Shu-Ching Hsieh1, Min-Hsien Huang, Chun-Wen Cheng, Jyun-Hao Hung, Shun-Fa Yang, Yi-Hsien Hsieh.   

Abstract

α-Mangostin is a dietary xanthone that has been shown to have anti-cancer and anti-proliferative properties in various types of human cancer cells. This study investigates the molecular mechanism of the apoptosis-inducing effects of α-mangostin on human hepatocellular carcinoma (HCC) cells. We observed that α-mangostin reduces the viability of HCC cells in a dose- and time-dependent manner. α-Mangostin mediated apoptosis of SK-Hep-1 cells is accompanied by nuclear chromatin condensation and cell cycle arrest in the sub-G1 phases as well as phosphatidylserine exposure. Furthermore, α-mangostin triggered the mitochondrial caspase apoptotic pathway, as indicated by the loss of mitochondrial membrane potential, the release of cytochrome c from mitochondria, and the regulation of B cell lymphoma 2 family member expression.
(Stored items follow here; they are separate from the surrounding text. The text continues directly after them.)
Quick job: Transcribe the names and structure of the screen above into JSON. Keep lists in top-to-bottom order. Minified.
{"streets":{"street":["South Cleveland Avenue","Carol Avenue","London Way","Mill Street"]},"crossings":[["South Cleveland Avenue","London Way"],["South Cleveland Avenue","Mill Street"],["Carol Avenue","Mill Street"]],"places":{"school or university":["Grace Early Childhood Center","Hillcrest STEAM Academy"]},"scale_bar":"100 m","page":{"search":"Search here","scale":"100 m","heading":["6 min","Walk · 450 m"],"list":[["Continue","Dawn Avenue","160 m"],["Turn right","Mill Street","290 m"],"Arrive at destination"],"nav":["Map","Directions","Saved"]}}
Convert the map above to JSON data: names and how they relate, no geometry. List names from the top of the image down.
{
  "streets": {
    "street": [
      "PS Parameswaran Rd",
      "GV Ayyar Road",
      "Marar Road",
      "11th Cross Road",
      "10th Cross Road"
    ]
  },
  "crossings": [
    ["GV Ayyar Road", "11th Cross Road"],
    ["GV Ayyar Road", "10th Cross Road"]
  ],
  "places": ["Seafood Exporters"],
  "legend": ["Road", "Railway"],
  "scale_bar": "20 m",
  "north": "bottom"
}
Moreover, α-mangostin inhibited a sustained activation of p38 mitogen-activated protein kinase (MAPK) phosphorylation, and treatment with a p38 MAPK inhibitor enhanced α-mangostin-induced caspase activation and apoptosis in SK-Hep-1 cells. In vivo xenograft mice experiments revealed that α-mangostin significantly reduced tumor growth and weight in mice inoculated with SK-Hep-1 cells. These findings demonstrate that α-mangostin induces mitochondria-mediated apoptosis through inactivation of the p38 MAPK signaling pathway and that α-mangostin inhibits the in vivo tumor growth of SK-Hep-1 xenograft mice.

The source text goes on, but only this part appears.